Prototype Fast Breeder Reactor (PFBR) is U-PuO2 fuelled sodium cooled Pool type Fast Reactor and it is currently under advanced stage of construction at Kalpakkam, India. The Fast Breeder Test Reactor (FBTR) which is the only fast reactor currently operational in India is having only one shutdown system. However the IAEA and Atomic Energy Regulatory Board (AERB) Guide Lines call for two independent fast acting diverse shutdown systems for the present generation reactors. Hence PFBR is equipped with two independent, fast acting and diverse shutdown systems. A shutdown system comprises of sensors, logic circuits, drive mechanisms and neutron absorbing rods. The two shutdown systems of PFBR are capable of bringing down the reactor to cold shutdown state independent of the other. The absorber rods of the second shutdown system of PFBR are called as Diverse Safety rods (DSR) and their drive mechanisms are called as Diverse Safety Rod Drive Mechanisms (DSRDM). DSR are normally parked above active core by DSRDM. On receiving scram signal, Electromagnet of DSRDM is de-energised and it facilitates fast shutdown of the reactor by dropping the DSR in to the active core. This paper presents chronological design and development of the prototype DSR and DSRDM starting from the design specifications. Salient design specifications for both DSRDM and DSR are listed initially. The conceptual & detailed design features are explained with the help of figures. Various important design options considered in the initial design stage, choice of final design along with brief explanation for the particular choice are also given for some of the important components.
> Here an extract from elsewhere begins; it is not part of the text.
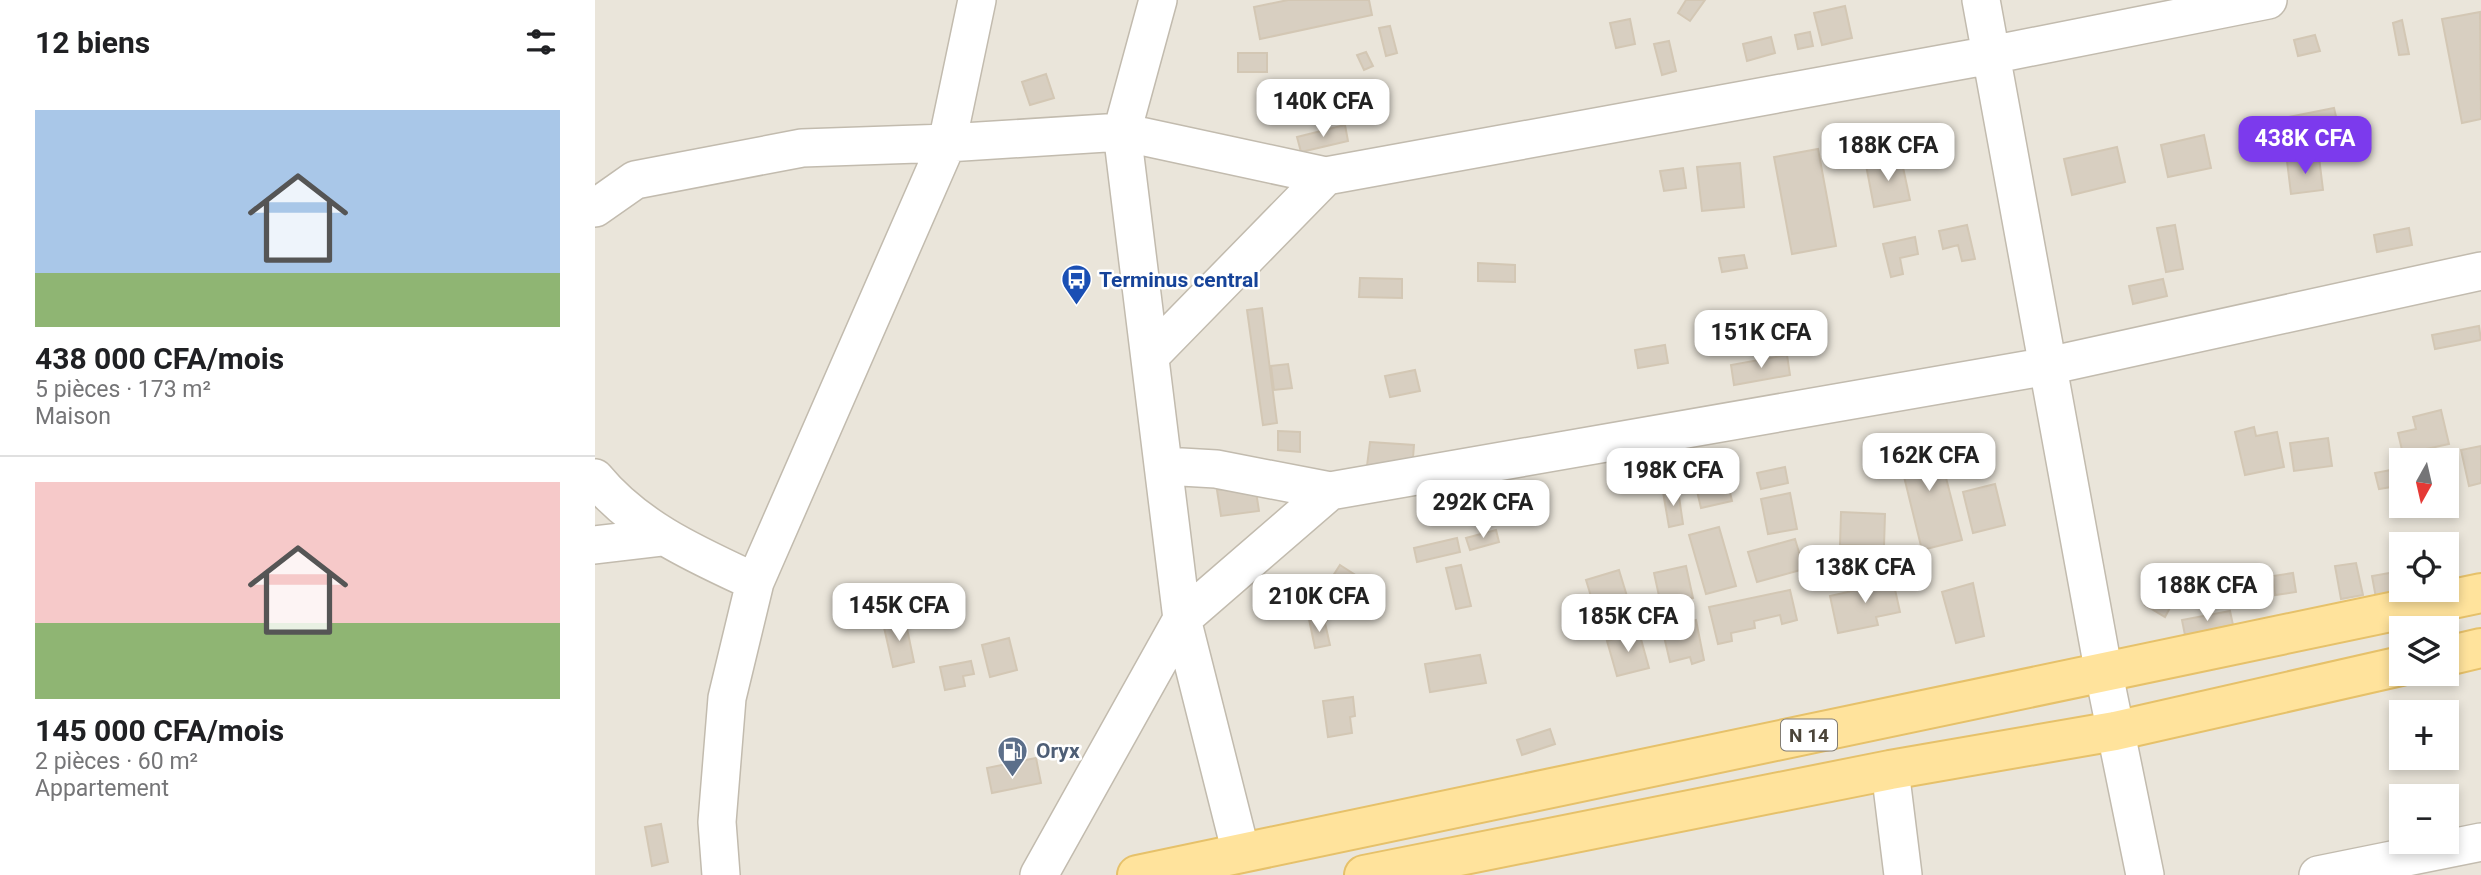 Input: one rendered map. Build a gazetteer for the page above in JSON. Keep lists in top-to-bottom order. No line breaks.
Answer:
{"streets":{"main road":["N 14"]},"places":{"bus stop":["Terminus central"],"fuel station":["Oryx"]},"north":"bottom","page":{"heading":"12 biens","price":["140K CFA","438K CFA","188K CFA","151K CFA","162K CFA","198K CFA","292K CFA","138K CFA","188K CFA","210K CFA","145K CFA","185K CFA"],"list":[{"name":"438 000 CFA/mois","note":"5 pièces · 173 m² · Maison"},{"name":"145 000 CFA/mois","note":"2 pièces · 60 m² · Appartement"}],"map_buttons":["+","−"]}} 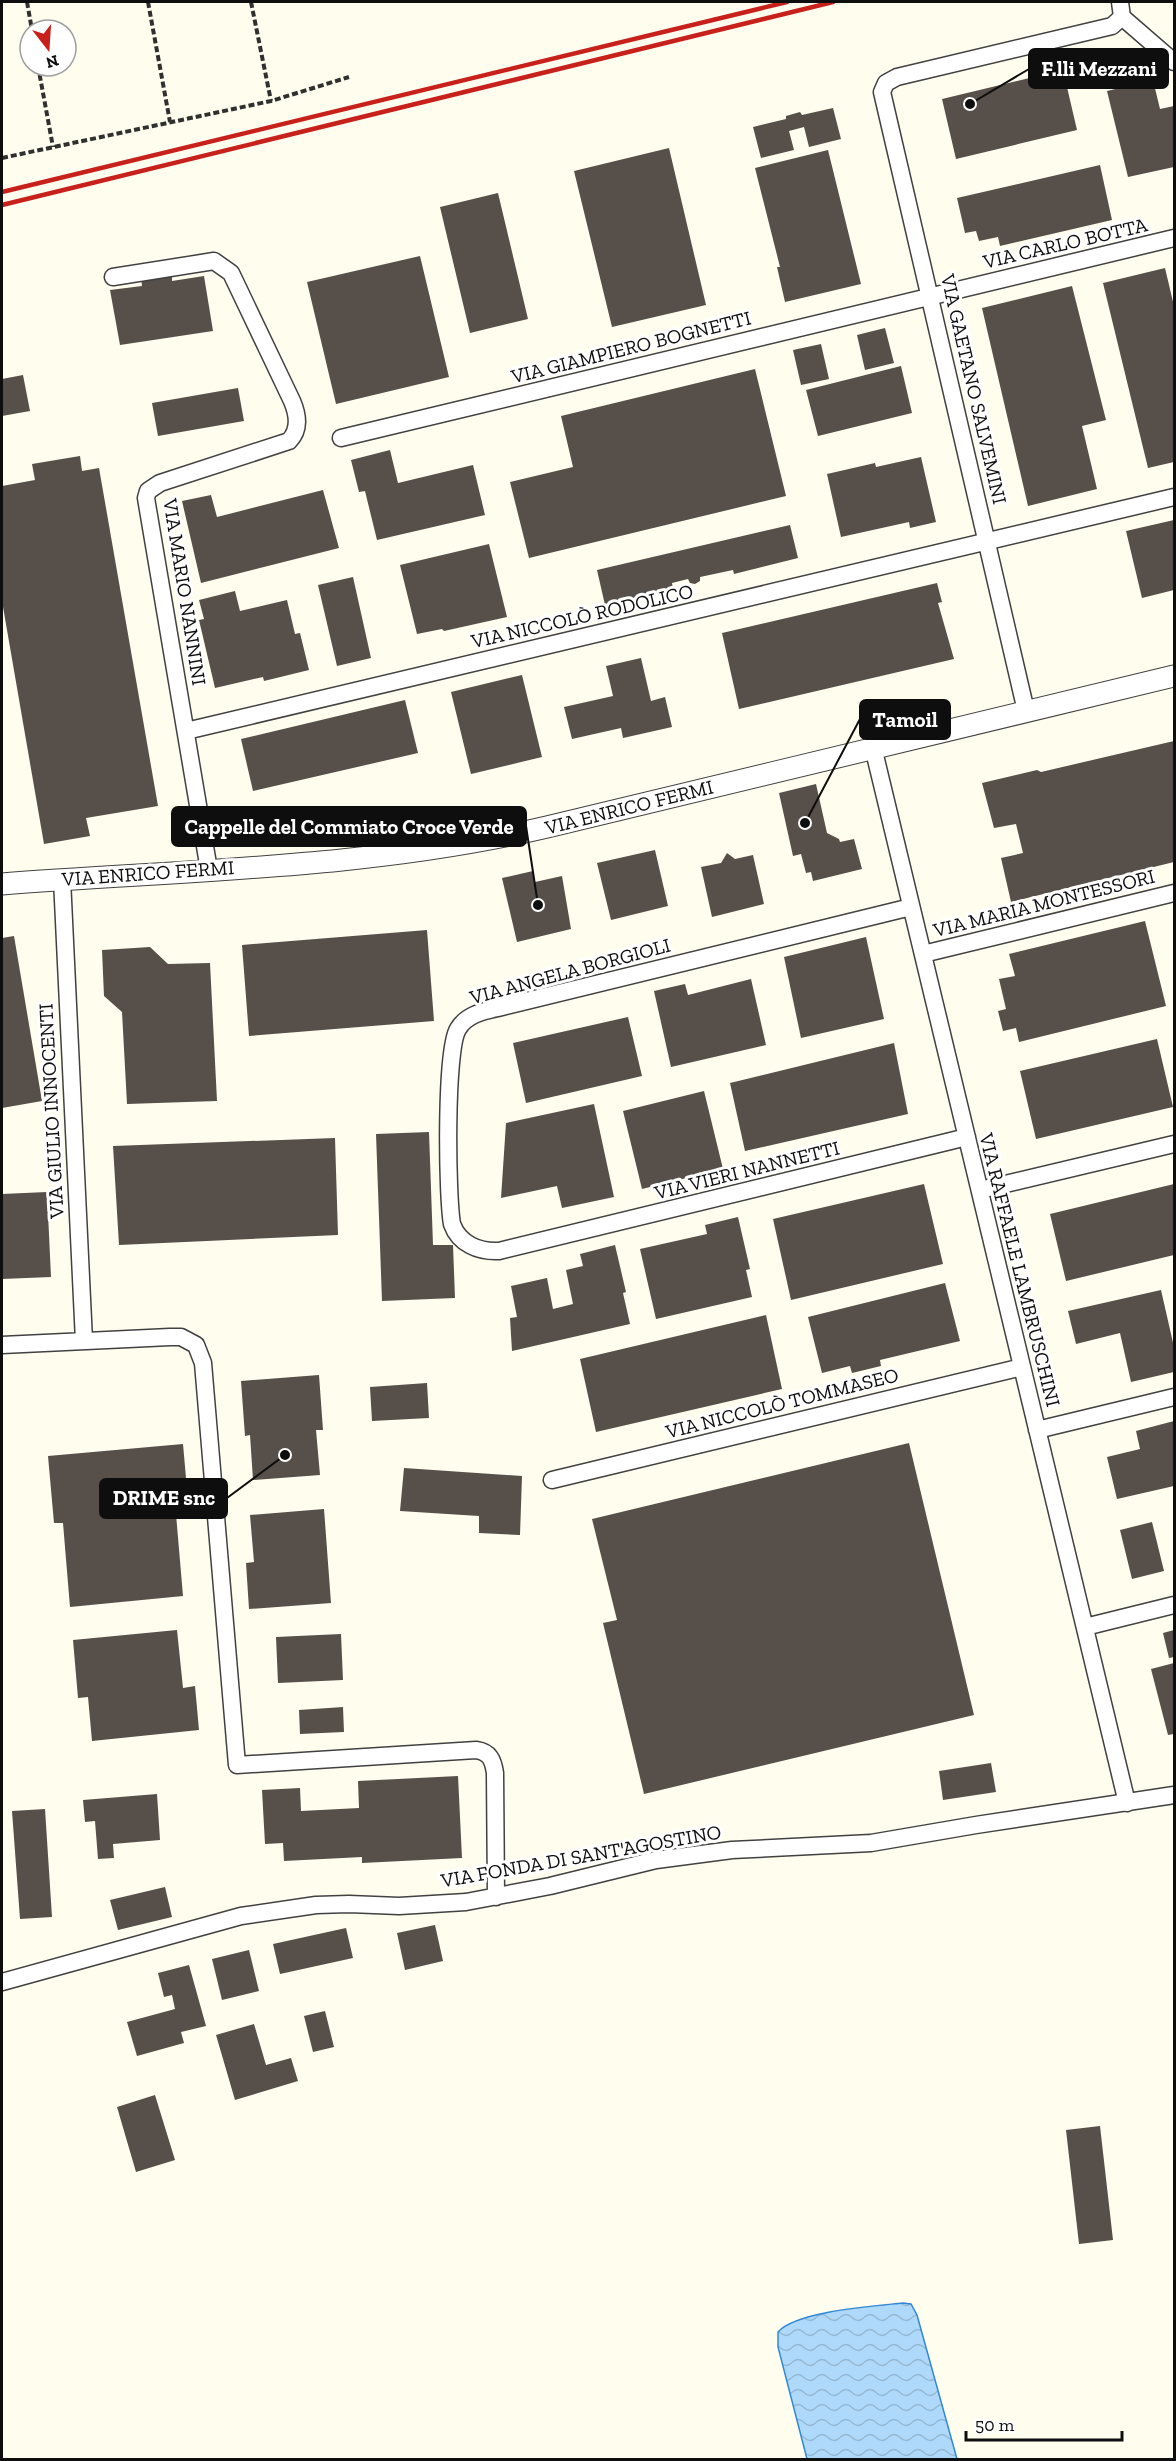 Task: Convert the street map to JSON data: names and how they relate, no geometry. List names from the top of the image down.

Details on material of construction are given at appropriate places. Details on various analysis such as large displacement analysis for buckling, bending analysis for determining reactive forces and friction in the mechanism, thermal stress analysis of electromagnet during scram, flow induced vibration analysis of DSRDM and DSR and hydraulic analysis for estimating the pressure drop and drop time of DSR are also given. Test plans for design verification, manufacturing and shop testing experience of prototype systems, and criteria for endurance testing in sodium for qualification of DSRDM and DSR for operation in reactor are also briefed.